• **GOAL OF THE EXERCISE**:
Write out every record below exactly, so that nothing differs from what is shown.

#### RECORD EXTRACTS

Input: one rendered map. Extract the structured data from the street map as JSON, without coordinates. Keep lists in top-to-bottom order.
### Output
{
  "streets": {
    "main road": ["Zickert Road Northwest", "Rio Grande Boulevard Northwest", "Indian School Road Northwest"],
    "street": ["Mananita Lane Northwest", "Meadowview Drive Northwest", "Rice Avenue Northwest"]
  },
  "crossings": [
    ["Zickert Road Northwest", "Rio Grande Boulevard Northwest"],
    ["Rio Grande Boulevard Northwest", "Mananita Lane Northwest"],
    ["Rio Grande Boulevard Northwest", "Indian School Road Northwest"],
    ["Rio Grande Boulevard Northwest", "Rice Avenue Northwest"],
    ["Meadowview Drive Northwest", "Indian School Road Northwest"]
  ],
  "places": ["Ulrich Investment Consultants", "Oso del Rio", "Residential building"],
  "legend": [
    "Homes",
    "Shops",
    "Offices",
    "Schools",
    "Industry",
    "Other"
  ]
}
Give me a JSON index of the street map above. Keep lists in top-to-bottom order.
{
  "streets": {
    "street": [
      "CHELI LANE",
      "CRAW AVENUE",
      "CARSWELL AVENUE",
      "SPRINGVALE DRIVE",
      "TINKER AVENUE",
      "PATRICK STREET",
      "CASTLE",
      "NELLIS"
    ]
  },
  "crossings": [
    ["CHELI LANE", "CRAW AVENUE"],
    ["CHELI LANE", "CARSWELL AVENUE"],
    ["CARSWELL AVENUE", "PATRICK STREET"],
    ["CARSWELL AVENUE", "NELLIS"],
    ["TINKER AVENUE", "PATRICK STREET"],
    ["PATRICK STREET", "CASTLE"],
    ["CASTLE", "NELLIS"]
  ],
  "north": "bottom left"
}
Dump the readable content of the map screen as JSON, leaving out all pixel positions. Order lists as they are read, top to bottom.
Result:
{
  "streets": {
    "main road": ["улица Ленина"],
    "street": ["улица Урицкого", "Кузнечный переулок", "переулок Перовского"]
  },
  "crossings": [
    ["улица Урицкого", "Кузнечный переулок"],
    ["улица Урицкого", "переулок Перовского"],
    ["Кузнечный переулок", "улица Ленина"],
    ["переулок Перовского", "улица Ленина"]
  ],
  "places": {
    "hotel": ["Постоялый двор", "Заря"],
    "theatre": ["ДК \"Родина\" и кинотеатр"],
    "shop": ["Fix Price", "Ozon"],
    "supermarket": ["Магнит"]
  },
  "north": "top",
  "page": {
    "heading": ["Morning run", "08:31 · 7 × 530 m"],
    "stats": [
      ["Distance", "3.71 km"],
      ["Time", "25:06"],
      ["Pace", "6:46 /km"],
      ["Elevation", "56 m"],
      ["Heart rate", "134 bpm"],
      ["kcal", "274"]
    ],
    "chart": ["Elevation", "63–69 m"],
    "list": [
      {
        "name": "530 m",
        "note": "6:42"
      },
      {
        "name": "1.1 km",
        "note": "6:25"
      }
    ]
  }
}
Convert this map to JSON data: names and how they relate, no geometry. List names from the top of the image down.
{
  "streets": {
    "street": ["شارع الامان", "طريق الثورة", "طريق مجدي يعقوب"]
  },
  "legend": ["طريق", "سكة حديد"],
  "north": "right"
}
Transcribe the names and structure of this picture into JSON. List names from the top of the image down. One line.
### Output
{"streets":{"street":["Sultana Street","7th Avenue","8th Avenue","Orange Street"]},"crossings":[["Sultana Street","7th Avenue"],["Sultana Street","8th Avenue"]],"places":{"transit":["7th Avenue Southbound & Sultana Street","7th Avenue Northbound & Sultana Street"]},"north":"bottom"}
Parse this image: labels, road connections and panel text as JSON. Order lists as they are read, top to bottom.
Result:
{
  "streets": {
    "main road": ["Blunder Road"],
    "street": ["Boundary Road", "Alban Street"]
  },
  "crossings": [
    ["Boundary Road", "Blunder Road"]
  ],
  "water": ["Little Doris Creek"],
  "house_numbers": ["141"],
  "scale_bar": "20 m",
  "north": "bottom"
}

########

• **WRITTEN SOLUTION**:
Input: one rendered map. Extract the structured data from the street map as JSON, without coordinates. Keep lists in top-to-bottom order.
### Output
{
  "streets": {
    "main road": ["Zickert Road Northwest", "Rio Grande Boulevard Northwest", "Indian School Road Northwest"],
    "street": ["Mananita Lane Northwest", "Meadowview Drive Northwest", "Rice Avenue Northwest"]
  },
  "crossings": [
    ["Zickert Road Northwest", "Rio Grande Boulevard Northwest"],
    ["Rio Grande Boulevard Northwest", "Mananita Lane Northwest"],
    ["Rio Grande Boulevard Northwest", "Indian School Road Northwest"],
    ["Rio Grande Boulevard Northwest", "Rice Avenue Northwest"],
    ["Meadowview Drive Northwest", "Indian School Road Northwest"]
  ],
  "places": ["Ulrich Investment Consultants", "Oso del Rio", "Residential building"],
  "legend": [
    "Homes",
    "Shops",
    "Offices",
    "Schools",
    "Industry",
    "Other"
  ]
}
Give me a JSON index of the street map above. Keep lists in top-to-bottom order.
{
  "streets": {
    "street": [
      "CHELI LANE",
      "CRAW AVENUE",
      "CARSWELL AVENUE",
      "SPRINGVALE DRIVE",
      "TINKER AVENUE",
      "PATRICK STREET",
      "CASTLE",
      "NELLIS"
    ]
  },
  "crossings": [
    ["CHELI LANE", "CRAW AVENUE"],
    ["CHELI LANE", "CARSWELL AVENUE"],
    ["CARSWELL AVENUE", "PATRICK STREET"],
    ["CARSWELL AVENUE", "NELLIS"],
    ["TINKER AVENUE", "PATRICK STREET"],
    ["PATRICK STREET", "CASTLE"],
    ["CASTLE", "NELLIS"]
  ],
  "north": "bottom left"
}
Dump the readable content of the map screen as JSON, leaving out all pixel positions. Order lists as they are read, top to bottom.
Result:
{
  "streets": {
    "main road": ["улица Ленина"],
    "street": ["улица Урицкого", "Кузнечный переулок", "переулок Перовского"]
  },
  "crossings": [
    ["улица Урицкого", "Кузнечный переулок"],
    ["улица Урицкого", "переулок Перовского"],
    ["Кузнечный переулок", "улица Ленина"],
    ["переулок Перовского", "улица Ленина"]
  ],
  "places": {
    "hotel": ["Постоялый двор", "Заря"],
    "theatre": ["ДК \"Родина\" и кинотеатр"],
    "shop": ["Fix Price", "Ozon"],
    "supermarket": ["Магнит"]
  },
  "north": "top",
  "page": {
    "heading": ["Morning run", "08:31 · 7 × 530 m"],
    "stats": [
      ["Distance", "3.71 km"],
      ["Time", "25:06"],
      ["Pace", "6:46 /km"],
      ["Elevation", "56 m"],
      ["Heart rate", "134 bpm"],
      ["kcal", "274"]
    ],
    "chart": ["Elevation", "63–69 m"],
    "list": [
      {
        "name": "530 m",
        "note": "6:42"
      },
      {
        "name": "1.1 km",
        "note": "6:25"
      }
    ]
  }
}
Convert this map to JSON data: names and how they relate, no geometry. List names from the top of the image down.
{
  "streets": {
    "street": ["شارع الامان", "طريق الثورة", "طريق مجدي يعقوب"]
  },
  "legend": ["طريق", "سكة حديد"],
  "north": "right"
}
Transcribe the names and structure of this picture into JSON. List names from the top of the image down. One line.
### Output
{"streets":{"street":["Sultana Street","7th Avenue","8th Avenue","Orange Street"]},"crossings":[["Sultana Street","7th Avenue"],["Sultana Street","8th Avenue"]],"places":{"transit":["7th Avenue Southbound & Sultana Street","7th Avenue Northbound & Sultana Street"]},"north":"bottom"}
Parse this image: labels, road connections and panel text as JSON. Order lists as they are read, top to bottom.
Result:
{
  "streets": {
    "main road": ["Blunder Road"],
    "street": ["Boundary Road", "Alban Street"]
  },
  "crossings": [
    ["Boundary Road", "Blunder Road"]
  ],
  "water": ["Little Doris Creek"],
  "house_numbers": ["141"],
  "scale_bar": "20 m",
  "north": "bottom"
}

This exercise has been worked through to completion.